While back office service providers fill the necessary functions of everyday operations they do not do anything in their day-to-day work that can significantly improve a money management firm’s ability to raise assets. The opposite, however — creating asset raising problems — is a more likely possibility.
Investment boutiques need to select and work with, among others, prime brokers, accounting, fund admin and law firms, as well as IT management businesses supporting transaction processing, portfolio reporting and the like. Investment firm owners are often advised to select ‘name brand’ back office service providers. This often means the largest of service companies with the widest array of services and abilities; but pricing must be considered when taking those characteristics into mind. After all, particularly for the emerging manager, the ‘how much’ issue and the ‘who’ issue must be balanced.
Buying what you can’t really afford?
Smaller emerging managers are rarely in the position to need a ‘full Monty’ set of services early on. So, service providers that are not among the largest, and who also happen to have lower fees than the biggest in their fields, may be the smarter way to start out as emerging manager firm owners take steps to grow their assets.
But what if the emerging manager does pay for some of the bigger back office service provider names? They could find that they bought themselves a marketing problem by not having researched and selected ‘good enough’ providers.
When sophisticated investors conduct due diligence on a young money management firm one of the things they investigate from an operational due diligence perspective is how much financial runway the firm owners have given themselves to grow the business. For this, they examine its capitalization and its expense ratio from running its operations.

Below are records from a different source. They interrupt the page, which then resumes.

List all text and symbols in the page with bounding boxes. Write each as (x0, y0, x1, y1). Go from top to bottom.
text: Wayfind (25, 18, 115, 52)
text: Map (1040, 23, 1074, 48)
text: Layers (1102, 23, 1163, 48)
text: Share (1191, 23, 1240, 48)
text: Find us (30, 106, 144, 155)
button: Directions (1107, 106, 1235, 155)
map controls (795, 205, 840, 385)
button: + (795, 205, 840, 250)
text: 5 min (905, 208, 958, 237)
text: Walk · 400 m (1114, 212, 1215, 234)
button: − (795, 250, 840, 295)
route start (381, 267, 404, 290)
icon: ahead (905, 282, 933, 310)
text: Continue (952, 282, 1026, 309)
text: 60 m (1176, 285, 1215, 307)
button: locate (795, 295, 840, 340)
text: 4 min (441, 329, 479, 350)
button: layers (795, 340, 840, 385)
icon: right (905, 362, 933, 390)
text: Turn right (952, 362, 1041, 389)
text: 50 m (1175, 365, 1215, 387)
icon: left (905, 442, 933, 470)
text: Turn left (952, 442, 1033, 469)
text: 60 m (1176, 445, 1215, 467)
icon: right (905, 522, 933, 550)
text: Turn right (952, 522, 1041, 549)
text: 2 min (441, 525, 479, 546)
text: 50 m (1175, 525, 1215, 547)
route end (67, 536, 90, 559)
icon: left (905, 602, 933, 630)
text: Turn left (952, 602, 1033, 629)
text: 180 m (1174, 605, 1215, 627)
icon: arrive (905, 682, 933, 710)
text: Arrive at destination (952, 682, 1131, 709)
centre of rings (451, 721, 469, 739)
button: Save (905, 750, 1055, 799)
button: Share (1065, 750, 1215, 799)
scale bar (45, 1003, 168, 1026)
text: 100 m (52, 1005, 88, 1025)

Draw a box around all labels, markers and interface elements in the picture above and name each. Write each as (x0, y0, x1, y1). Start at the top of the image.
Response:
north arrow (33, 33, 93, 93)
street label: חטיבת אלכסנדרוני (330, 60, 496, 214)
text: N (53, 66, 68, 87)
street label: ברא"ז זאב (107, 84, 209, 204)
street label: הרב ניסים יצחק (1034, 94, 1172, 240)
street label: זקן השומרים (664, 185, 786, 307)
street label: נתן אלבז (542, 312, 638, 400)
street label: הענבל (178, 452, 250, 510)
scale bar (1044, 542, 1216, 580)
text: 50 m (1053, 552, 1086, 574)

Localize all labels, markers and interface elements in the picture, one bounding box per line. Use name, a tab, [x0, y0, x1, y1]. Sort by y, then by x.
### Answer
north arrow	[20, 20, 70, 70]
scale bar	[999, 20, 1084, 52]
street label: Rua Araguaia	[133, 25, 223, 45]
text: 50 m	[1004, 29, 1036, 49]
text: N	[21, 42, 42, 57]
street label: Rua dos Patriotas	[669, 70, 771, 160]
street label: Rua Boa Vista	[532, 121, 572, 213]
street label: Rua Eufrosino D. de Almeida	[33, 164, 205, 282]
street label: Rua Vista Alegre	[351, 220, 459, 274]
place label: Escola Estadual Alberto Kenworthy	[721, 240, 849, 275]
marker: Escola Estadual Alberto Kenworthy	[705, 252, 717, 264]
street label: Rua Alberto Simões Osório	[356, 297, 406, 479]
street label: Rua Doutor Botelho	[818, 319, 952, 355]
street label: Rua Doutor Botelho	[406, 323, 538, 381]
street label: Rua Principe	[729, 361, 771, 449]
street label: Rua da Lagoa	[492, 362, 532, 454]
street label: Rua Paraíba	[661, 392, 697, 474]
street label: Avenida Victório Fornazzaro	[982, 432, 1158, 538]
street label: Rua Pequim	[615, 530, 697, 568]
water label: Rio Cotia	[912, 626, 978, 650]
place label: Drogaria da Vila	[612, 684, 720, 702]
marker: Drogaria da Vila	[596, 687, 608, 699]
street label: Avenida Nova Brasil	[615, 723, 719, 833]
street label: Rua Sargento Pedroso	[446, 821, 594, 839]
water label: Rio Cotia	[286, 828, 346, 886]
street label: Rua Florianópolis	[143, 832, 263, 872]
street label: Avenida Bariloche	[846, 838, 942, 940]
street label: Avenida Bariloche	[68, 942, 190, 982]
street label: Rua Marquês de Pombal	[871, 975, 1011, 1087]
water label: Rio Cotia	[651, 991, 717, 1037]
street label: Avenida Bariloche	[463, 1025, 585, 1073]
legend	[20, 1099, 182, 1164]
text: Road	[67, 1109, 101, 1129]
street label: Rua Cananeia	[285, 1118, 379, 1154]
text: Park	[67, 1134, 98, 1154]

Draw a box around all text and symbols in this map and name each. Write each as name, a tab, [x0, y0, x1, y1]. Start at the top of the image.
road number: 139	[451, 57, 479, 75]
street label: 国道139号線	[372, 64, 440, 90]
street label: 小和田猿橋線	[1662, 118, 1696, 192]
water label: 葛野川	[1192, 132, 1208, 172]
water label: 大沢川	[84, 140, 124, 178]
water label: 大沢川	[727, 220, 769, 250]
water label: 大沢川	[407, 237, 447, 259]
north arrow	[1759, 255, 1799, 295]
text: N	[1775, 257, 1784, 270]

Having three to four years of runway is considered to be good. Having under two years of runway, based on firm capitalization, is a problem.
The smaller the AUM of an emerging manager, the greater the likelihood that the expense ratio will reveal that the firm owners who hired the biggest of names are spending more than what their current capitalization can afford. That expense, added to the costs of salaries, insurance and the like, shortens the runway an emerging manager has to meet growth objectives revenue-wise and be able to afford to stay in business.
Further, an emerging money management firm that is not well capitalized cannot just pass on very high expenses to investors. Too high an expense ratio can make prospects wary of an emerging manager’s business management acumen, and for some family offices, that business risk alone would be a reason enough not to invest.
This is why marketing an emerging manager’s decision to hire a bigger than affordable back office service provider — and investors can and will do a back-of-napkin calculation to see this — is likely to inhibit asset raising among sophisticated investors and their gatekeepers. They will see a perceived business risk because of the investment firm’s now likely shorter than desirable runway.
So, the emerging manager needs to give serious consideration to this question: For how long can our young firm ‘tread water’ before it runs out of money to stay in business?
By researching and selecting ‘good enough’ providers, and communicating that in their sales marketing encounters with prospects, emerging managers can demonstrate they have a small business owner’s head on their shoulders expense management-wise.
But that’s still not all there is to it.
Who the money management firm gets assigned to work with them is not inconsequential. Generally speaking, the larger the service provider organization and the smaller (in AUM) the money management firm customer, the lower the level of staff — in depth and breadth of experience — that will be assigned as the account servicing contacts. Conversely, the smaller (by number of staff) rather than bigger back office service provider firms are more likely to assign more senior staff to service the money management firm.
How sophisticated investors will judge
Sophisticated investors are aware of the desire of emerging managers to buy credibility via their back office service provider selections, but they understand both the financial and service level trade-offs the emerging manager must make.
Generally, the more likely investment firm owners are to benefit from the counsel of most senior staff at back office service providers, the more their selection should be guided by which people with what level of experience will be their contacts. In the investors’ eyes, the less experience the emerging manager has in running a business (not just trading securities), the more important this is. But does the manager show she or he understands this and seeks to align with those who have more experience and can be of most consultative use?
As a family office investor once commented to me, when in discussions with an emerging manager, an investor can glean from their dialogue whether the manager is simply trying to buy credibility by retaining a more than affordable back office without having thought through what he or she was or wasn’t getting: the level of customer service attention, counsel and handholding and the timeliness of delivery of services; and whether they could both currently afford their back office service selections and have a long enough runway to give the money manager the potential to succeed.
The emerging managers who show they’ve made a thoughtful selection of back office service providers are more likely to avoid some of the perceived business risk marketing problems than some of their competitors. And that can become another differentiator and marketing edge.